Self-taught in architecture, yet designed 32 homes that are still there

Nearly 100 years ago, a large group of notable homes were built in the Cleveland suburbs.

Clarence Mac, ca 1950Designed by Clarence Mack, they are noteworthy for two main reasons. With a total of 32, each of the houses still exists. This 100% survival rate is a distinction none of Mack’s contemporaries can claim.

They are excellent examples of Georgian Revival and French eclectic styles. Mack showed great dexterity in working in a sophisticated genre of architecture and design. This is a remarkable achievement, as he never had a single day of formal training as an architect.

Mack showed great agility due to his imagination and flair for design, especially as he was self-taught. By the late 1920s, his colleagues were products of formal academic training delivered through university architecture programs, often followed by extensive training in Europe. It was an extraordinary achievement for an experienced amateur to excel in the field without this background.

The distinguishing feature of Mack’s houses is their nimble execution and substantial appearance. The materials and design were of the highest possible quality, unsurpassed by a contemporary architect working in Cleveland. These houses are largely built of brick and have an impressive presence to this day. The best proof of this is their extraordinary survival rate.

Kingwood: The Residence of Charles K. King, Esq. , Mansfield, OH: Clarence Mack, architect Other architects have had the harrowing experience of seeing some of the finest works demolished as fashions changed and property values ​​soared. The fact that all the houses in the Mack’s Cleveland area still exist after almost a century is a powerful message.

Born in April 1888, Mack grew up on Cleveland’s West Side and in Lakewood. He was descended from three generations of skilled builders. Largely self-taught, he spent a decade studying architecture on his own — both in Europe and Cleveland.

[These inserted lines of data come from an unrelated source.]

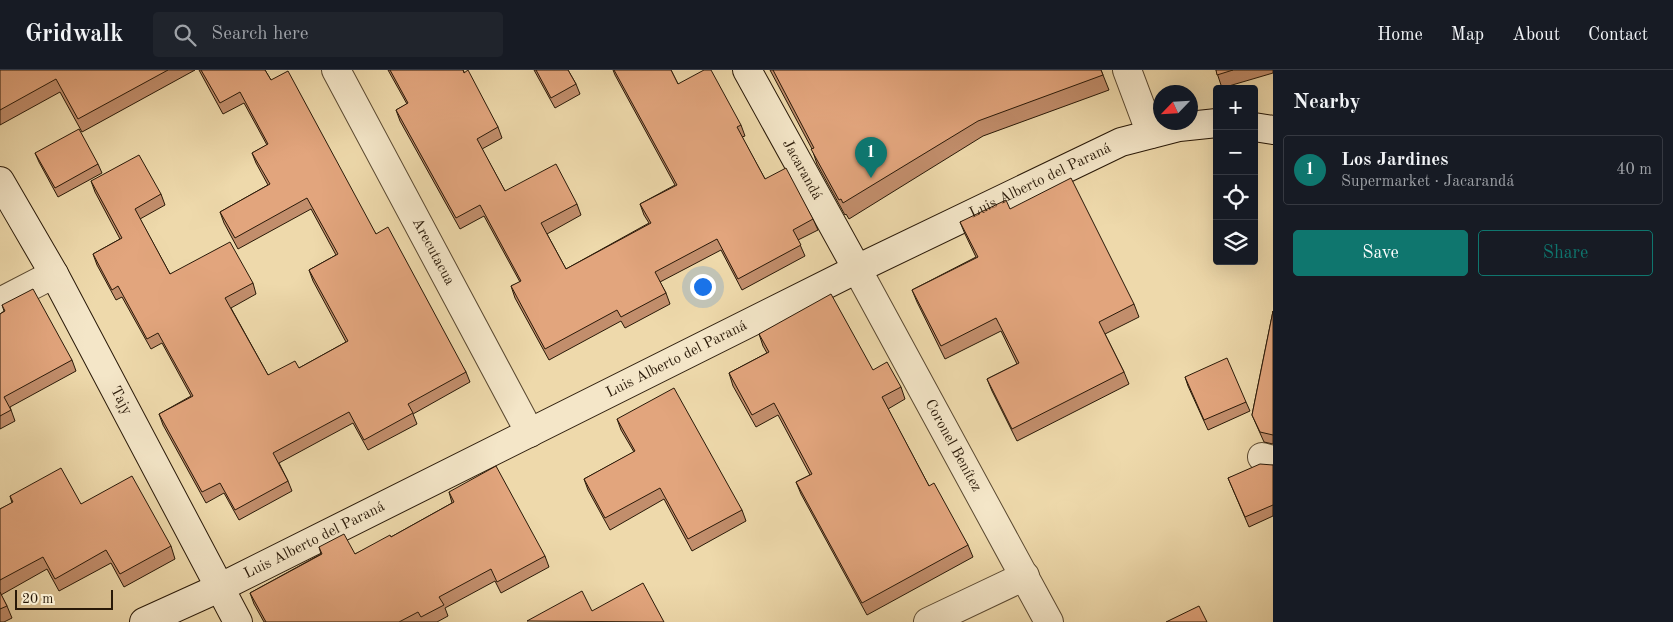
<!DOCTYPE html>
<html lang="en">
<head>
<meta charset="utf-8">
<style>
	:root { --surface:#171b24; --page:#20242c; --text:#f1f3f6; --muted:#9ea1a6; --line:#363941; --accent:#0f766e }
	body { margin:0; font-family:"Old Standard TT",serif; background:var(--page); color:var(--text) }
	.controls { position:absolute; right:15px; top:15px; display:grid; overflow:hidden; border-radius:5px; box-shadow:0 5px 20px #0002 }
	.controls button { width:45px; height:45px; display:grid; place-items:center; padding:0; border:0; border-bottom:1px solid var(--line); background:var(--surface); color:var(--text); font:25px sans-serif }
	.compass { position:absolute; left:1153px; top:15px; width:45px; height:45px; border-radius:50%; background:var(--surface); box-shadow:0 5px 20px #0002; rotate:245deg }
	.scale { position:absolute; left:15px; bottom:12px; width:98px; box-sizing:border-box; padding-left:5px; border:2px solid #291908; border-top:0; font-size:14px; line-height:18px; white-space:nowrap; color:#291908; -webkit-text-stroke:4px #f4e6c8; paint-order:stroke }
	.you { position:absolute; left:702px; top:216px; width:18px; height:18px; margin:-12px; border:4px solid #fff; border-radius:50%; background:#1a73e8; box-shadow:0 0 0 8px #1a73e833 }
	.badge { display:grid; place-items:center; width:32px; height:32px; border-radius:50%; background:var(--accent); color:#fff; font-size:16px; font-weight:700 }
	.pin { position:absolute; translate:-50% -41px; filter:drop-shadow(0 1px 2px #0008) }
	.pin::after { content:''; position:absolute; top:26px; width:18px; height:15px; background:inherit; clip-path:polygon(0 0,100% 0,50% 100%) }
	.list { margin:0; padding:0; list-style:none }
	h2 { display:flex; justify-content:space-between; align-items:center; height:65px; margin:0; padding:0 20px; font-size:21px }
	h2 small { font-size:16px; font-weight:400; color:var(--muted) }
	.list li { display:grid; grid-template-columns:32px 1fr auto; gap:15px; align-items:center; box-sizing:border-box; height:70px; margin:0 10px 10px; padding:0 10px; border:1px solid var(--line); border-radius:5px }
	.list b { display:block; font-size:19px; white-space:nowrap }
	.list p { margin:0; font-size:16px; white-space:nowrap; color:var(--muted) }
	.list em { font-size:16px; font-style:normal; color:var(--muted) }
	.actions { display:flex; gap:10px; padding:15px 20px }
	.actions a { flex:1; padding:11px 0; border:1px solid var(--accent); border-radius:5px; text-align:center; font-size:18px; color:var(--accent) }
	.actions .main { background:var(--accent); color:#fff }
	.icon { flex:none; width:28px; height:28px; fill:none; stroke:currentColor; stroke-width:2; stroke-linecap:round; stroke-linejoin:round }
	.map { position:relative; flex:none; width:1273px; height:552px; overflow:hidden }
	header { display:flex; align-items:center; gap:30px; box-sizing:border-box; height:70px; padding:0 25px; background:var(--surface); border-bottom:1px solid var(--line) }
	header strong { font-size:24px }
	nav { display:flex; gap:28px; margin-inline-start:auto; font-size:18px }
	.search { width:350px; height:45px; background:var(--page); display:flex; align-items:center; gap:12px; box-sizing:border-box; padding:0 18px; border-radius:5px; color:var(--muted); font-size:19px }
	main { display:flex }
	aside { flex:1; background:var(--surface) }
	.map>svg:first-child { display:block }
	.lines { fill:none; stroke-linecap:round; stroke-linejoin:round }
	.street-casing { stroke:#5a4931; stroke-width:30 }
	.secondary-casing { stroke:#291908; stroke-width:30 }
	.street { stroke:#f4e6c8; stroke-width:28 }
	.secondary { stroke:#f4e6c8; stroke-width:28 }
	.wall { fill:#c28e6c; stroke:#291908 }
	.building { fill:#e2a57d; stroke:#291908 }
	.labels { text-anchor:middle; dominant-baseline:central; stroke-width:4; stroke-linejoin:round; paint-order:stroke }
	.street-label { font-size:15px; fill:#291908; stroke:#f4e6c8 }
</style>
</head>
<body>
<header>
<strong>Gridwalk</strong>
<div class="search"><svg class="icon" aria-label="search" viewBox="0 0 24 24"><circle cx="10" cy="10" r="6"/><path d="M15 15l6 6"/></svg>Search here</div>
<nav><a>Home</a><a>Map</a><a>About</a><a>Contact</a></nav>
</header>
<main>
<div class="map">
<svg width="1273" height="552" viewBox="0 0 1273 552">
	<rect width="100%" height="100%" fill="#eed9ab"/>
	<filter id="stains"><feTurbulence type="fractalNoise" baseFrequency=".004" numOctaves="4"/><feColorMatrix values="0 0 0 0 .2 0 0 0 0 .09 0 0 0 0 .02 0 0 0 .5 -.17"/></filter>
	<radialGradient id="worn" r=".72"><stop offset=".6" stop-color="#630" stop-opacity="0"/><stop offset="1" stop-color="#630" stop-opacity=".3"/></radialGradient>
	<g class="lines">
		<g class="street-casing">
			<g id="street">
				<path id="s1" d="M 336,0 L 530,363"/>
				<path d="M 1127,0 L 1151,64"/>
				<path id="s2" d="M 857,199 L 1049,552"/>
				<path d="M 0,232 L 54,204"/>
				<path d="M 1262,387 L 1273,390"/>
				<path d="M 928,552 L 1025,506"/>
			</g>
		</g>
		<g class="secondary-casing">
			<g id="secondary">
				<path id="s3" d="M 747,0 L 857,199"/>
				<path d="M 1254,57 L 1273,60"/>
				<path id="s4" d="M 0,111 L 54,204 L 238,552"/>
				<path id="s5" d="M 144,552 L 219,518 L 857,199 L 1121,72 L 1179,57 L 1217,53"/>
			</g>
		</g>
		<use href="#street" class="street"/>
		<use href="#secondary" class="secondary"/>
	</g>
	<path class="wall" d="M 0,0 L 195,0 L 82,62 L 60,22 L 0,55 Z
		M 199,0 L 265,0 L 271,10 L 376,164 L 466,302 L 470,312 L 413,344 L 417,354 L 368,380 L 353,353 L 279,393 L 288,411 L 292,421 L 239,450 L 224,423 L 206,433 L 163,355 L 159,344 L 191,326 L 162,273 L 151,279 L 122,227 L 116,230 L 97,195 L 93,184 L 120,169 L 95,122 L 91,111 L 161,124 L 165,135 L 140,149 L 170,204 L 253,213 L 256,224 L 231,238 L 268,305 L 299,298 L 346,272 L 313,211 L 309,200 L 336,185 L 311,139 L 238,179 L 224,153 L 220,142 L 268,115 L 256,93 L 252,83 L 267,75 L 244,33 L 223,44 Z
		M 388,0 L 463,0 L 498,57 L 502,68 L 482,79 L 505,121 L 577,134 L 581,145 L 547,164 L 566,199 L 649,153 L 644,145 L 640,134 L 675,115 L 615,5 L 613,0 L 671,0 L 678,14 L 741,55 L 745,66 L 742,67 L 765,109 L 813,149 L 818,160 L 798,170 L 805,186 L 742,220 L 721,180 L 660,212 L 666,223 L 670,234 L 625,258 L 621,251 L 549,290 L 515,228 L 511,216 L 520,212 L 484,146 L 460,159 L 400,51 L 396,40 L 407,34 Z
		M 534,0 L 568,0 L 576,14 L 580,24 L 555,38 Z
		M 770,0 L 1101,0 L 1109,20 L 983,66 L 849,149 L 846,144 L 845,145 L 817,94 L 812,79 Z
		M 1216,0 L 1273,0 L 1273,3 L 1222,18 Z
		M 35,83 L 98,94 L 102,103 L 58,127 L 39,92 Z
		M 1010,139 L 1134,234 L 1139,247 L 1105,264 L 1124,302 L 1129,314 L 1017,371 L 992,321 L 987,309 L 1017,294 L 1001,261 L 945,289 L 917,232 L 912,220 L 976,187 L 965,164 L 960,152 Z
		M 2,235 L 72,290 L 76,301 L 10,337 L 15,351 L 0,359 L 0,244 L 4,241 Z
		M 1273,241 L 1273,374 L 1264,372 L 1252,345 Z
		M 759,264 L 873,300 L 901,317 L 905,329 L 888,339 L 929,416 L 968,475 L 973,487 L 867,545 L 801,424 L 796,412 L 810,405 L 778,345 L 756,357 L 733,316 L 729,303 L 767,283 L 763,276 Z
		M 1185,307 L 1246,332 L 1250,341 L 1208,360 L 1188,316 Z
		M 617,349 L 742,440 L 746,451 L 692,481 L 664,429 L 610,460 L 588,420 L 584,409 L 634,382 L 621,360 Z
		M 1273,395 L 1273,446 L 1249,457 L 1228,408 Z
		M 449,422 L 545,486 L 549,497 L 501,523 L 495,511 L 445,538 L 448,546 L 437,552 L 264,552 L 254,534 L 250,523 L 321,484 L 319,477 L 355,484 L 391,467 L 452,433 Z
		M 10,426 L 81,434 L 171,476 L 175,489 L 124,517 L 111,493 L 59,521 L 47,499 L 1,525 L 7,536 L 12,548 L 4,552 L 0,552 L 0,439 L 12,433 Z"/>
	<path class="building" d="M 0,0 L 168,0 L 78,49 L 56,9 L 0,40 Z
		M 201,0 L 265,0 L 271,10 L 288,1 L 376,164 L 388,157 L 466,302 L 408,334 L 413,343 L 364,370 L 349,342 L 273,383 L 288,411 L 235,440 L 220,413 L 202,422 L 159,344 L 193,326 L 158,263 L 147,269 L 118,216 L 112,220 L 93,184 L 122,168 L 91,111 L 139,85 L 161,124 L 135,139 L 170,204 L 230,172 L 253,213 L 225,228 L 268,305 L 295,291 L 299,298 L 348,271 L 309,200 L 338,184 L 307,128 L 235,168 L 220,142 L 270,114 L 252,83 L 268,74 L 240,22 L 220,33 Z
		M 390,0 L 463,0 L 464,3 L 468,0 L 498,57 L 477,69 L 505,121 L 556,94 L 577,134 L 541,153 L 566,199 L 651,153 L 640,134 L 677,115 L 614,0 L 671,0 L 678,14 L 704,0 L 711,0 L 741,55 L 737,57 L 765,109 L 786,98 L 813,149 L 793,160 L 801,175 L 738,209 L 717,169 L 655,202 L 666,223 L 621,247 L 617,240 L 545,279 L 511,216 L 521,211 L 480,135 L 456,148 L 396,40 L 408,33 Z
		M 536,0 L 568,0 L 576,14 L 551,28 Z
		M 773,0 L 1101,0 L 1103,5 L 978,51 L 843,133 L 841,129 L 839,130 L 811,79 L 814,78 Z
		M 1216,0 L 1233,0 L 1217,5 Z
		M 79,59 L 98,94 L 55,118 L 35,83 Z
		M 1071,108 L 1134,234 L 1099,252 L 1124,302 L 1012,359 L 987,309 L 1019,293 L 996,248 L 941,276 L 912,220 L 978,187 L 960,152 L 1006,130 L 1010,139 Z
		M 33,219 L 72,290 L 4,327 L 11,340 L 0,346 L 0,244 L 5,241 L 2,235 Z
		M 831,224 L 873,300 L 887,292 L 901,317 L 882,327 L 929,416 L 934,413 L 968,475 L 862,533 L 796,412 L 812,404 L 774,333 L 752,345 L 729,303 L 769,282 L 759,264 Z
		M 1273,241 L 1273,365 L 1260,362 L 1252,345 Z
		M 1227,288 L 1246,332 L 1204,350 L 1185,307 Z
		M 674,318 L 742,440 L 688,469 L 660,418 L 605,448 L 584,409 L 635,381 L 617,349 Z
		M 1260,394 L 1273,395 L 1273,435 L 1245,447 L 1228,408 Z
		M 496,396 L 545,486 L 497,512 L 491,499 L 439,527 L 444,535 L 421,547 L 418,542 L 399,552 L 266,552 L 250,523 L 322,484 L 319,477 L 344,464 L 355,484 L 390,465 L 391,467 L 454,432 L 449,422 Z
		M 61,398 L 81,434 L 132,406 L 171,476 L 120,504 L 106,480 L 55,509 L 43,487 L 0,510 L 0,439 L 13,432 L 10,426 Z
		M 643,513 L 664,552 L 527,551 L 582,521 L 592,541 Z
		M 0,522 L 7,536 L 0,539 Z
		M 1199,536 L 1207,552 L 1166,552 Z"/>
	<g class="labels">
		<g class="street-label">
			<text stroke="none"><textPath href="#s3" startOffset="114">Jacarandá</textPath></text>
			<text stroke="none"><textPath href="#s5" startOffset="999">Luis Alberto del Paraná</textPath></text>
			<text stroke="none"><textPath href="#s1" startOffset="206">Arecutacua</textPath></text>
			<text stroke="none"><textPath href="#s5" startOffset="594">Luis Alberto del Paraná</textPath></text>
			<text stroke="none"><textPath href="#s4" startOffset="251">Tajy</textPath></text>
			<text stroke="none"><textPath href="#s2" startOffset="201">Coronel Benítez</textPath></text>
			<text stroke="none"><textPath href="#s5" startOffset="189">Luis Alberto del Paraná</textPath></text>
		</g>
	</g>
	<rect width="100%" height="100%" filter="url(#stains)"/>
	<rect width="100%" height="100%" fill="url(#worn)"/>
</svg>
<div class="controls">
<button>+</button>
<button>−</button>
<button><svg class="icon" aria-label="locate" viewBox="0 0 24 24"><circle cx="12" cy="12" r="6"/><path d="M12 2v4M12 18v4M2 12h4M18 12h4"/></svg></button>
<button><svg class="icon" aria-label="layers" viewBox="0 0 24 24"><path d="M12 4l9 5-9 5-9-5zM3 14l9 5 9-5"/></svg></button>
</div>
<svg class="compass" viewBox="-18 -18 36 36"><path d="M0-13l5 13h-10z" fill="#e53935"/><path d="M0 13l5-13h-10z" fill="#9ea1a6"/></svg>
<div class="scale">20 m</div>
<div class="you"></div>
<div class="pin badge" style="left:871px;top:108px">1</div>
</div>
<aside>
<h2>Nearby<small></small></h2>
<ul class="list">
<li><span class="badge">1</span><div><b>Los Jardines</b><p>Supermarket · Jacarandá</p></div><em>40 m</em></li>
</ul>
<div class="actions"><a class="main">Save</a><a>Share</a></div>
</aside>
</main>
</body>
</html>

Mack was mentored by Theodor Kundtz, a highly successful Cleveland businessman who saw value in Mack’s ideas. Kundtz helped finance a development on Lake Avenue in Lakewood between 1922 and 1927, as the local real estate market was booming.

Mack came to the attention of the Van Sweringen brothers and then worked with them on a development in Shaker Heights.

Mack’s houses were designed in a refined style and he handled every important aspect of the process: he worked as a designer, contractor and interior decorator. The interiors of his houses were the subject of much attention and were known for their elegance and brilliance.

Mack is also said to have lived in each of the houses briefly before they were sold to new owners.

These large houses were not particularly risk averse and were built on speculation with Mack having little doubt about their quick sale.

Despite the passage of 10 decades and multiple taste changes, Mack’s confidence in his work was well-founded. When his homes come on the market today, they are trading prices approaching $1 million. They seem to have been valued every day of their lives, without falling into disrepair.

13825 Edgewater Drive in Lakewood, built circa 1925 and designed in the French Eclectic style for Capt. Charles Hutchinson.All this was made possible by the booming economy of the 1920s. This boom ended abruptly with the stock market crash in October 1929, and Mack found that the market for the types of homes he specialized in had evaporated practically overnight.

Undeterred, Mack spent the next five years traveling the world before settling in Palm Beach, Florida, where he continued to design and build until retiring in 1962 at the age of 74. Enjoying 20 years of retirement, he died in Palm Beach in 1982 at age 94, more than half a century after his brief Cleveland heyday.

In addition to his notable homes, Mack’s plans and drawings are preserved in the collections of the Cleveland Public Library, where they are on display today—an extraordinary architectural legacy for someone who was not officially an architect.

Author’s Note: This article is dedicated to the memory of my friend Frank Kouba, a longtime Cleveland architect who passed away this week at age 93. He was my friend for fifty years, encouraging what turned out to be a lifelong interest in architecture.